Give the listing below again in full, exactly as written.
── Collected data ──
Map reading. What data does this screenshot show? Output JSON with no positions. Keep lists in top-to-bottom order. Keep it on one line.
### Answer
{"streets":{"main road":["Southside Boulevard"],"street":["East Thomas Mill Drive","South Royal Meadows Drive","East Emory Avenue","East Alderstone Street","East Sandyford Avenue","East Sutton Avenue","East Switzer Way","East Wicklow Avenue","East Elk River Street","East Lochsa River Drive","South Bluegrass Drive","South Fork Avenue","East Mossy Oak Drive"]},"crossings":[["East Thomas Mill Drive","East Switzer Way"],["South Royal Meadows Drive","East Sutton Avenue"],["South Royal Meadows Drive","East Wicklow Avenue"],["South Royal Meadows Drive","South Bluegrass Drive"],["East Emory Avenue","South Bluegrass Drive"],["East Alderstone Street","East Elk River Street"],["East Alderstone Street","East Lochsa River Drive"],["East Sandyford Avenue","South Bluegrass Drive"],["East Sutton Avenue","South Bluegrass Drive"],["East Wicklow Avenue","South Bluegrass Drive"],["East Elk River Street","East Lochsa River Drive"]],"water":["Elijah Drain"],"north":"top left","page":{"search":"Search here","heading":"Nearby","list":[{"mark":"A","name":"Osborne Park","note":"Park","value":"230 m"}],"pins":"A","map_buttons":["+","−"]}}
───
Task response:
Map reading. What data does this screenshot show? Output JSON with no positions. Keep lists in top-to-bottom order. Keep it on one line.
### Answer
{"streets":{"main road":["Southside Boulevard"],"street":["East Thomas Mill Drive","South Royal Meadows Drive","East Emory Avenue","East Alderstone Street","East Sandyford Avenue","East Sutton Avenue","East Switzer Way","East Wicklow Avenue","East Elk River Street","East Lochsa River Drive","South Bluegrass Drive","South Fork Avenue","East Mossy Oak Drive"]},"crossings":[["East Thomas Mill Drive","East Switzer Way"],["South Royal Meadows Drive","East Sutton Avenue"],["South Royal Meadows Drive","East Wicklow Avenue"],["South Royal Meadows Drive","South Bluegrass Drive"],["East Emory Avenue","South Bluegrass Drive"],["East Alderstone Street","East Elk River Street"],["East Alderstone Street","East Lochsa River Drive"],["East Sandyford Avenue","South Bluegrass Drive"],["East Sutton Avenue","South Bluegrass Drive"],["East Wicklow Avenue","South Bluegrass Drive"],["East Elk River Street","East Lochsa River Drive"]],"water":["Elijah Drain"],"north":"top left","page":{"search":"Search here","heading":"Nearby","list":[{"mark":"A","name":"Osborne Park","note":"Park","value":"230 m"}],"pins":"A","map_buttons":["+","−"]}}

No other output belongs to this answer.